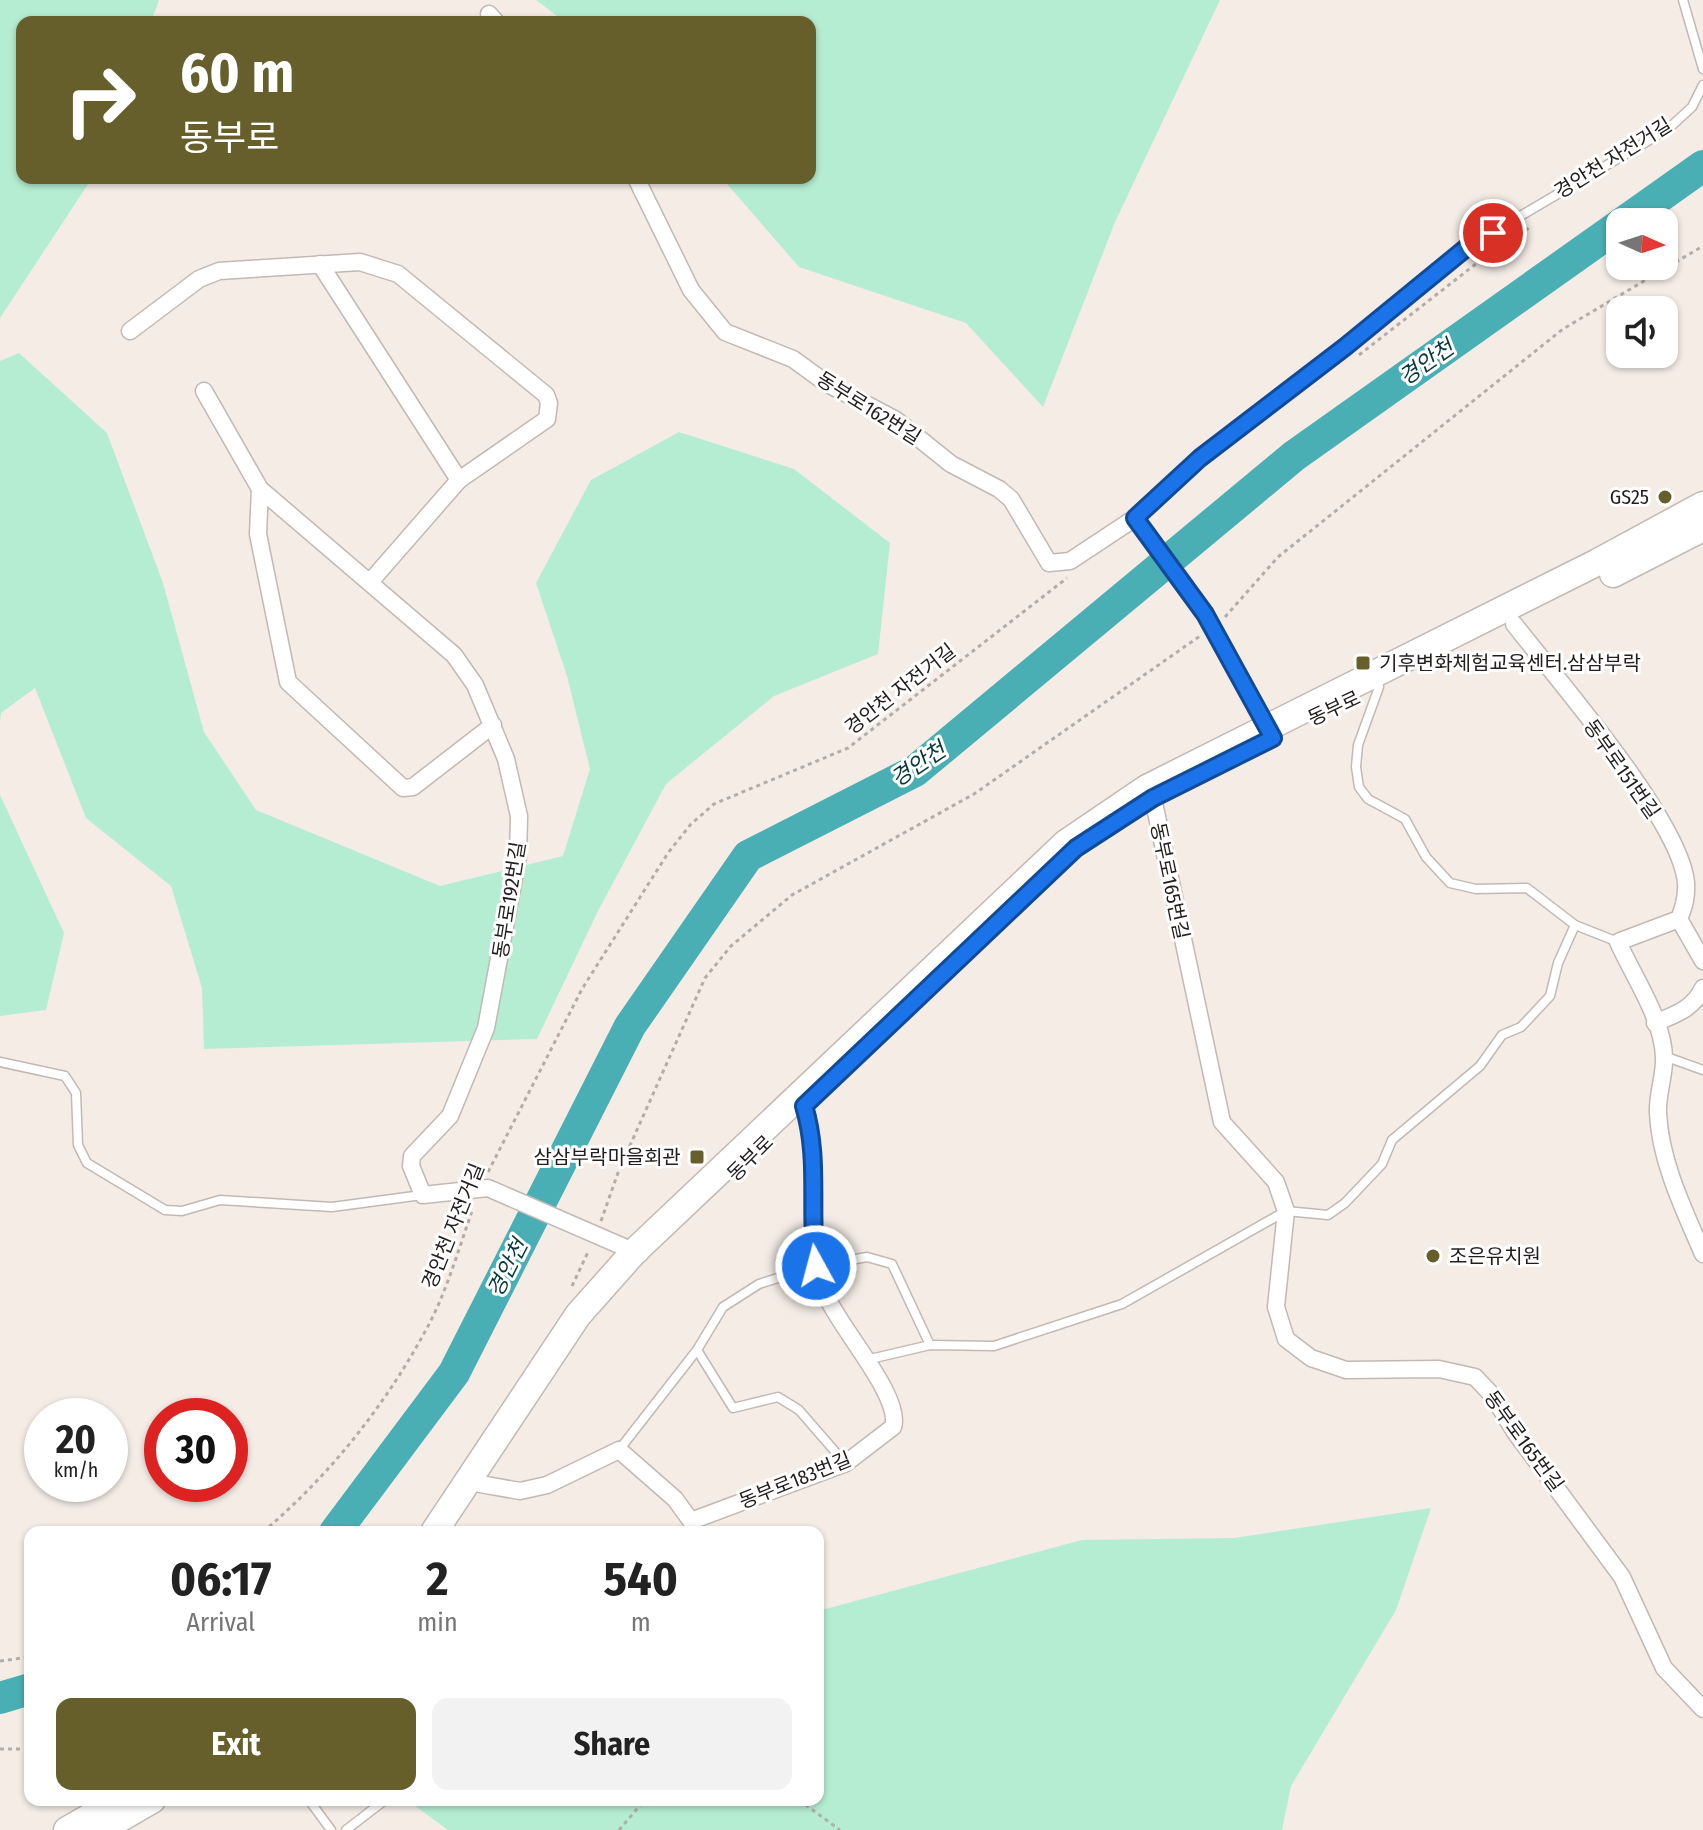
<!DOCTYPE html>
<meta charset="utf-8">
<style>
:root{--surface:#fff;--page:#f2f2f2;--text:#222;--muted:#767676;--accent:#675f2b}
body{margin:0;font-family:"Fira Sans Condensed","Noto Sans KR",sans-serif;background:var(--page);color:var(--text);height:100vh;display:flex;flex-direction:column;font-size:30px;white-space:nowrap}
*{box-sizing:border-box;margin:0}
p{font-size:26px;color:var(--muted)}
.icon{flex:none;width:44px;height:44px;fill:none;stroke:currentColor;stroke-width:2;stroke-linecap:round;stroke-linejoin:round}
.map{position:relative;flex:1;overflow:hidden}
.drawer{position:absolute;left:24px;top:1526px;width:800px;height:280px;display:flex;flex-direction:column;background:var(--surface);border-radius:16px;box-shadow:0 2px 6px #0004}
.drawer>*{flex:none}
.guide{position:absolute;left:16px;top:16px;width:800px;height:168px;border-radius:16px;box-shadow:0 2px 6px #0004;background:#675f2b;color:#fff;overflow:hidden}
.needle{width:52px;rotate:93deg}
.tools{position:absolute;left:1606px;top:208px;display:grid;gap:16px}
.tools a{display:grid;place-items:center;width:72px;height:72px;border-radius:16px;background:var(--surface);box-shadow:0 2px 6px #0004;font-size:40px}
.speed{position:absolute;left:24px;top:1398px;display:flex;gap:16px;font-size:40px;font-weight:700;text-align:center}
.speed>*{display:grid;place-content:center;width:104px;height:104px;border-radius:50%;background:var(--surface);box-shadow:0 2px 6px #0004;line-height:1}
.speed small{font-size:20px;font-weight:400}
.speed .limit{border:12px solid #d22;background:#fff;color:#111}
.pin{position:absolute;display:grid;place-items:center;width:68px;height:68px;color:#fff;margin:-34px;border:4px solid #fff;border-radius:50%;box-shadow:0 2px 8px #0007}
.me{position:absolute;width:88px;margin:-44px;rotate:353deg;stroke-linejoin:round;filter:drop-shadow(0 0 6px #0008)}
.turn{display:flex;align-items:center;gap:28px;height:168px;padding:0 32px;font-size:36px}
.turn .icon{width:104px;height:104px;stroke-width:2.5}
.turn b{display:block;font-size:56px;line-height:68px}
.eta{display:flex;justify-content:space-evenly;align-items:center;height:136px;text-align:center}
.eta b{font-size:48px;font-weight:700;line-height:56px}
.action{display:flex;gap:16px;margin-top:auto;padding:16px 32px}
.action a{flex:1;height:92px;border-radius:16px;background:var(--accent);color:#fff;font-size:32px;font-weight:700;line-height:92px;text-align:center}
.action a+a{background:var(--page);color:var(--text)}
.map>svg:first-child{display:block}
.green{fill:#b5edd2}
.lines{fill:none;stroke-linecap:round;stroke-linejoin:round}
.river{stroke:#4aafb4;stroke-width:32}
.lane-casing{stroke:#c2b9b4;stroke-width:11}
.street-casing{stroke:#c2b9b4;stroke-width:19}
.primary-casing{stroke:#c2b9b4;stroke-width:29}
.path{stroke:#b3aca7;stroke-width:3;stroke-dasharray:4 4;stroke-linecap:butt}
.lane{stroke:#fff;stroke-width:8}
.street{stroke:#fff;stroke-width:16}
.primary{stroke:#fff;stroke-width:26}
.route-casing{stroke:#114b97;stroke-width:20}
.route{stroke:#1a73e8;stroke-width:14}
.poi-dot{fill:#675f2b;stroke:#fff;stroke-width:3}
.labels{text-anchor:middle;stroke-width:6;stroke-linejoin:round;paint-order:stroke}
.street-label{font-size:20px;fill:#221e1d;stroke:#fff}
.poi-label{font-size:20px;fill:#221e1d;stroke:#fff;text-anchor:end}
.water-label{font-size:22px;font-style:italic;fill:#06373a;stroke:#fff}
</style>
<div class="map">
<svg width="1703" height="1830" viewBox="0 0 1703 1830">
<rect width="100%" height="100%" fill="#f5ece6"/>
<g class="green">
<polygon points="0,0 159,0 151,22 22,22 22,178 92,178 0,318"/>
<polygon points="536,0 1220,0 1115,222 1043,407 966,323 799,267 722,178 810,178 810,22 565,22"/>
<polygon points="19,353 107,433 163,583 204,732 256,810 440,886 563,856 590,769 567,676 536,583 591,480 679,432 794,469 890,543 878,654 774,696 666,784 599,909 537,1039 204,1049 202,988 171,886 86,818 35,688 1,713 0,722 0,361"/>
<polygon points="0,795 64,933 46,1010 0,1016"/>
<polygon points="1431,1508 1396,1610 1291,1786 1282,1830 448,1830 415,1806 418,1800 818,1800 818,1611 1082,1540 1234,1538"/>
</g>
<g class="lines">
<g class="river">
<polyline points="335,1532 454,1373 630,1026 748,856 915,771 1294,456 1703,166"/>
<polyline points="0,1698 30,1689"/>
</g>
<defs>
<g id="lane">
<polyline points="1683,0 1703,69"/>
<polyline points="1135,518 1200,458 1345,347 1466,248 1668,129 1692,107 1703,85"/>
<polyline points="1379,687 1358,745 1356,767 1359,787 1368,799 1405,819 1426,857 1450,883 1476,889 1527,888 1575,925 1618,942"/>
<polyline points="1664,1056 1703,1070"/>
<polyline points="0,1062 65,1076 76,1093 78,1145 87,1163 165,1210 182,1211 220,1200 332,1207 422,1195"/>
<polyline points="697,1350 733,1408 778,1397 799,1410 845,1463"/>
<polyline points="866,1360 930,1345 994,1346 1122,1304 1286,1211 1328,1215 1345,1203 1382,1164 1392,1140 1480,1066 1502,1035 1521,1027 1550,996 1558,963 1575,925"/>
<polyline points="619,1450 697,1350 723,1307 759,1284 816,1266 867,1257 892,1264 930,1345"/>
<polyline points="309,1800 331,1830"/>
<polyline points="346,1830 385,1800"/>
</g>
<g id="street">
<polyline points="489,14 496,22"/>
<polyline points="636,178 691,290 725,332 793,359 826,383 896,420 951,464 999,489 1011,499 1049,563 1070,561 1135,518 1205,614 1271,733"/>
<polyline points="320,264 459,480"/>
<polyline points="130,331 199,279 219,271 360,262 398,274 546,395 549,403 547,419 459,480 370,582"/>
<polyline points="204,391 260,489 454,655 475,685 506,759 519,816 518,857 486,1028 450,1116 412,1156 411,1166 423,1195 488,1188 640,1254"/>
<polyline points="260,489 258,534 288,682 403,788 413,787 493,725"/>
<path d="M1514,624c42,54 167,197 172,259 1,14 -2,24 -7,36l-61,23c15,34 45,77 46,115 1,18 -7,37 -6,56 2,48 26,97 45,141"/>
<polyline points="1153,798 1222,1122 1276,1182 1286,1211 1276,1307 1286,1339 1311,1358 1346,1370 1439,1369 1475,1377 1493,1396 1515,1432 1622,1577 1664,1668 1703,1709"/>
<polyline points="1679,919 1703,961"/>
<path d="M1655,1023c21,-9 38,-14 48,-35"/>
<path d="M480,1484l40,7 27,-6 72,-35 56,49 16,22 155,-58 47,-36c10,-30 -56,-102 -68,-134 -23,-61 -2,-126 -21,-187"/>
</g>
<g id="primary">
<polyline points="1613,574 1703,528"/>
<polyline points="434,1532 578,1315 634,1252 1066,843 1147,788 1596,563 1703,505"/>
<polyline points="67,1830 116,1802"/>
<polyline points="100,1830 152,1800"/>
</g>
</defs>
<use href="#lane" class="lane-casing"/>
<use href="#street" class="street-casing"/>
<use href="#primary" class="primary-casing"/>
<g class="path">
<polyline points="1359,355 1495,249 1529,228"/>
<polyline points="1225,617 1278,557 1563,329 1703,246"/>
<polyline points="488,1172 582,989 668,853 691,824 714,804 848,748 1067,578"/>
<polyline points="601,1221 619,1170 705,978 731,946 792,895 974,794 1200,636"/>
<polyline points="572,1286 589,1250"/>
<path d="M263,1532c67,-57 122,-126 164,-204 20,-37 32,-80 46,-120"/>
<polyline points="0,1661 30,1657"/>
<polyline points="0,1749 30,1749"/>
<polyline points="799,1800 840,1830"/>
<polyline points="619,1830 643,1802 653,1800"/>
</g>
<use href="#lane" class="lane"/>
<use href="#street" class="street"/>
<use href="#primary" class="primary"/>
</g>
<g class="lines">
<defs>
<path id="route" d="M816,1266c-7,-54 4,-108 -12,-160l272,-258 77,-50 120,-60 -68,-124 -70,-96 65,-60 145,-111 121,-99 27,-15"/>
</defs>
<use href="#route" class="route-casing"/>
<use href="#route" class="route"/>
</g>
<g class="poi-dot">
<circle cx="1665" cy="497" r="8"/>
<rect x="1355" y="655" width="16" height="16" rx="4"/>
<rect x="689" y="1149" width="16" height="16" rx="4"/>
<circle cx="1433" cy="1256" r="8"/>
</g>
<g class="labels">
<g class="street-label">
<text transform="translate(1613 158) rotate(-32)" y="7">경안천 자전거길</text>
<text transform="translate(869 408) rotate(32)" y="7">동부로162번길</text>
<text transform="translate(900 689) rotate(-38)" y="7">경안천 자전거길</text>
<text transform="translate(1334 708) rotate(-25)" y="7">동부로</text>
<text transform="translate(1622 769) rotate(55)" y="7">동부로151번길</text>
<text transform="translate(1170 881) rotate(78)" y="7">동부로165번길</text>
<text transform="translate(509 900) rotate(-81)" y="7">동부로192번길</text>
<text transform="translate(750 1158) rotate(-45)" y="7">동부로</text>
<text transform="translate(453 1226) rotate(-68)" y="7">경안천 자전거길</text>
<text transform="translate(1524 1441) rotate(54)" y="7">동부로165번길</text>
<text transform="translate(795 1480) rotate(-22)" y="7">동부로183번길</text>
</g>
<g class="poi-label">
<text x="1649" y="504">GS25</text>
<text x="1379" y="670" text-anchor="start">기후변화체험교육센터.삼삼부락</text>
<text x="681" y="1164">삼삼부락마을회관</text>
<text x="1449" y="1263" text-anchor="start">조은유치원</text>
</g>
<g class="water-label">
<text transform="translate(1426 362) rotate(-35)" y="8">경안천</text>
<text transform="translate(918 764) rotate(-34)" y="8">경안천</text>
<text transform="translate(507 1268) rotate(-63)" y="8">경안천</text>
</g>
</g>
</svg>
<div class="tools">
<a><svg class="needle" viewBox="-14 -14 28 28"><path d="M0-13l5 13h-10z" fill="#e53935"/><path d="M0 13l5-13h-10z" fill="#767676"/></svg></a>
<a><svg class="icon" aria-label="sound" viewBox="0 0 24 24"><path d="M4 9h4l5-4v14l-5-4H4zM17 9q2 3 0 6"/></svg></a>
</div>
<div class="speed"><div>20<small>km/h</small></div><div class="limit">30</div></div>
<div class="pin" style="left:1493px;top:233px;background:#d93025"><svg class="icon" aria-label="arrive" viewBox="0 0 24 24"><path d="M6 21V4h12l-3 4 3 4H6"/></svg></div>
<svg class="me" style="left:816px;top:1266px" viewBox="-20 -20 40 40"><circle r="17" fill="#1a73e8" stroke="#fff" stroke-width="3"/><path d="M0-11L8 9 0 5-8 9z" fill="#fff"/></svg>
<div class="guide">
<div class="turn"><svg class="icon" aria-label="right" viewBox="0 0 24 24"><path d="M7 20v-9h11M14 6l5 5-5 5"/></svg><div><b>60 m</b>동부로</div></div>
</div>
<section class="drawer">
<div class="eta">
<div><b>06:17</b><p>Arrival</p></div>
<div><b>2</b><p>min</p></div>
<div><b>540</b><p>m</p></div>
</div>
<div class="action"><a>Exit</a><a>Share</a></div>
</section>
</div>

------------------------------------------------

Exercise:
In the records above, find each line that holds the word "direction"; copy all such lines.

Response to the task:
body{margin:0;font-family:"Fira Sans Condensed","Noto Sans KR",sans-serif;background:var(--page);color:var(--text);height:100vh;display:flex;flex-direction:column;font-size:30px;white-space:nowrap}
.drawer{position:absolute;left:24px;top:1526px;width:800px;height:280px;display:flex;flex-direction:column;background:var(--surface);border-radius:16px;box-shadow:0 2px 6px #0004}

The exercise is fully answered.